Omit the pictures. Print each entry below exactly.

*** Dataset extract ***

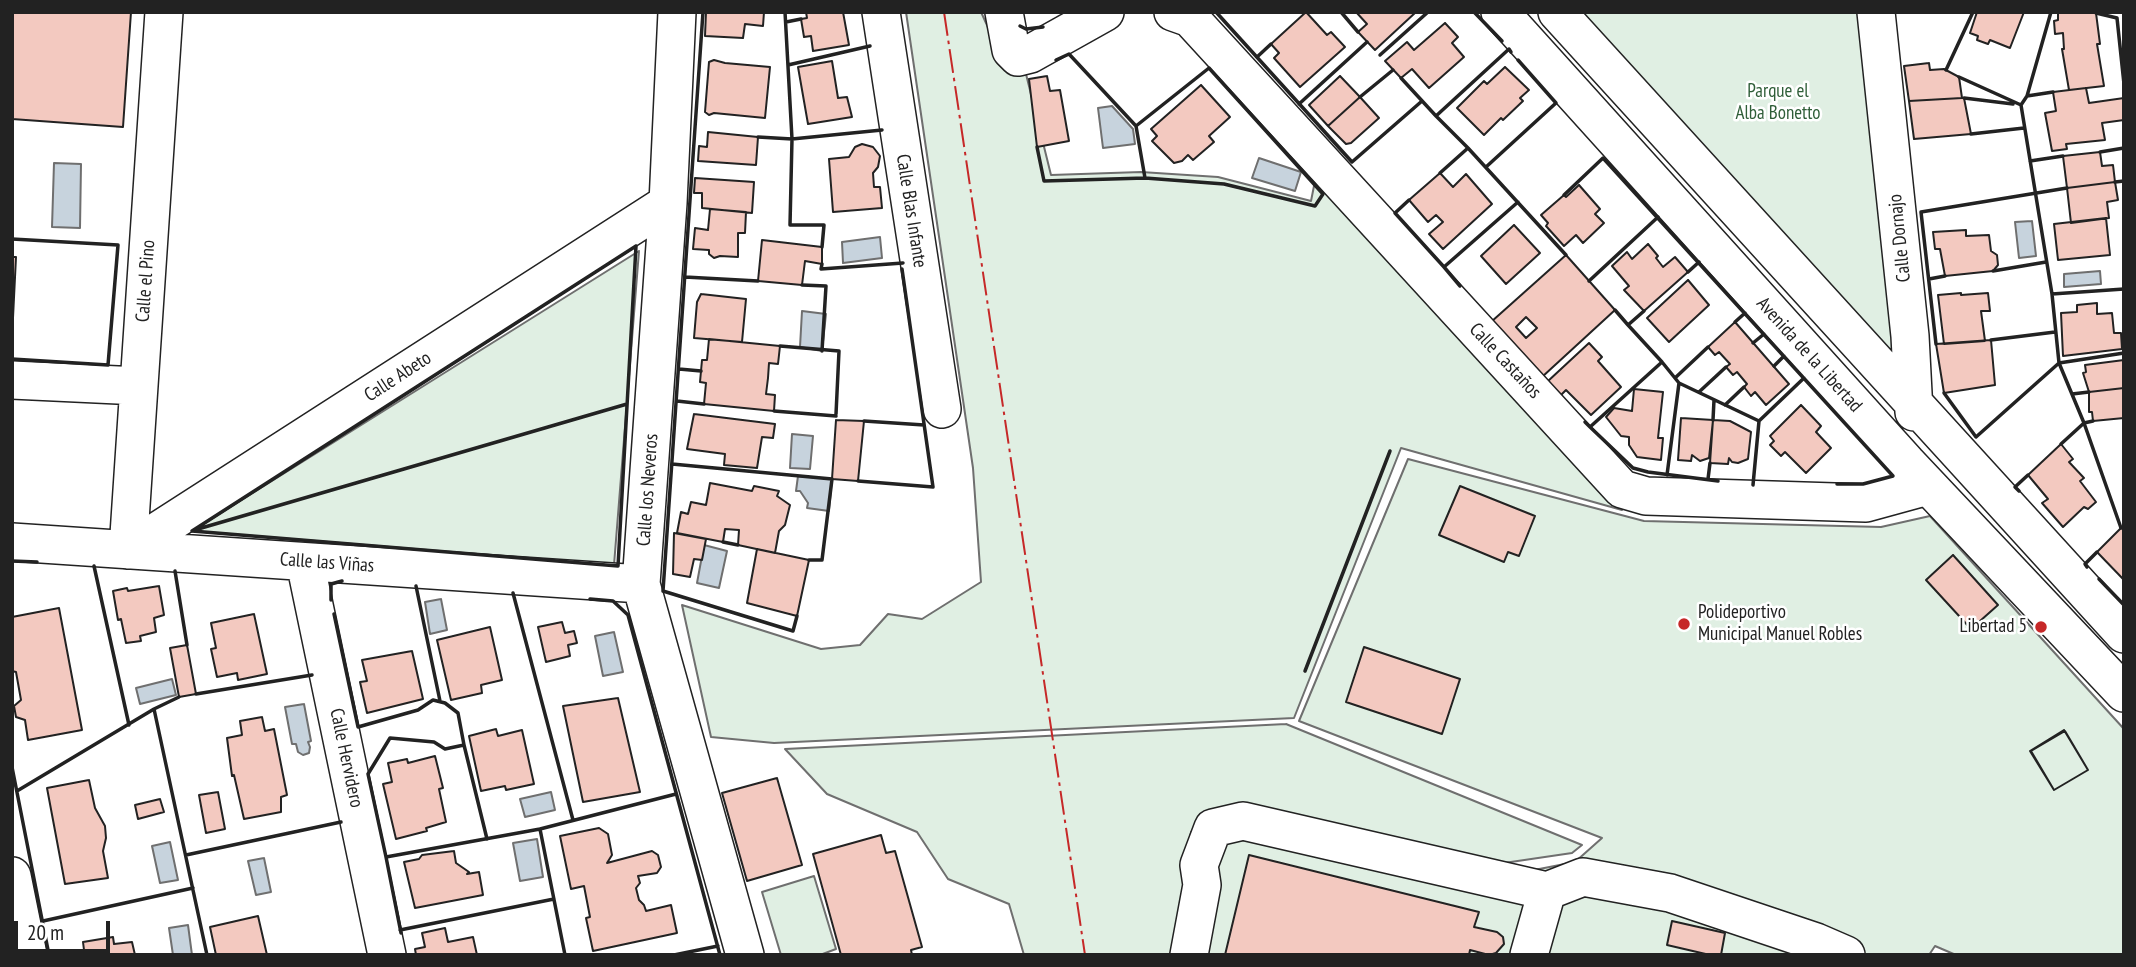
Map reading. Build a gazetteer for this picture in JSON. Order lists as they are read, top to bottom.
{
  "streets": {
    "street": [
      "Calle Blas Infante",
      "Calle Dornajo",
      "Calle el Pino",
      "Avenida de la Libertad",
      "Calle Castaños",
      "Calle Abeto",
      "Calle los Neveros",
      "Calle las Viñas",
      "Calle Hervidero"
    ]
  },
  "crossings": [
    ["Calle Dornajo", "Avenida de la Libertad"],
    ["Calle Dornajo", "Calle Castaños"],
    ["Calle el Pino", "Calle Abeto"],
    ["Calle el Pino", "Calle las Viñas"],
    ["Avenida de la Libertad", "Calle Castaños"],
    ["Calle Abeto", "Calle los Neveros"],
    ["Calle Abeto", "Calle las Viñas"],
    ["Calle los Neveros", "Calle las Viñas"],
    ["Calle las Viñas", "Calle Hervidero"]
  ],
  "parks": ["Parque el Alba Bonetto"],
  "places": ["Polideportivo Municipal Manuel Robles", "Libertad 5"],
  "scale_bar": "20 m"
}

***

- Result of this exercise:
Map reading. Build a gazetteer for this picture in JSON. Order lists as they are read, top to bottom.
{
  "streets": {
    "street": [
      "Calle Blas Infante",
      "Calle Dornajo",
      "Calle el Pino",
      "Avenida de la Libertad",
      "Calle Castaños",
      "Calle Abeto",
      "Calle los Neveros",
      "Calle las Viñas",
      "Calle Hervidero"
    ]
  },
  "crossings": [
    ["Calle Dornajo", "Avenida de la Libertad"],
    ["Calle Dornajo", "Calle Castaños"],
    ["Calle el Pino", "Calle Abeto"],
    ["Calle el Pino", "Calle las Viñas"],
    ["Avenida de la Libertad", "Calle Castaños"],
    ["Calle Abeto", "Calle los Neveros"],
    ["Calle Abeto", "Calle las Viñas"],
    ["Calle los Neveros", "Calle las Viñas"],
    ["Calle las Viñas", "Calle Hervidero"]
  ],
  "parks": ["Parque el Alba Bonetto"],
  "places": ["Polideportivo Municipal Manuel Robles", "Libertad 5"],
  "scale_bar": "20 m"
}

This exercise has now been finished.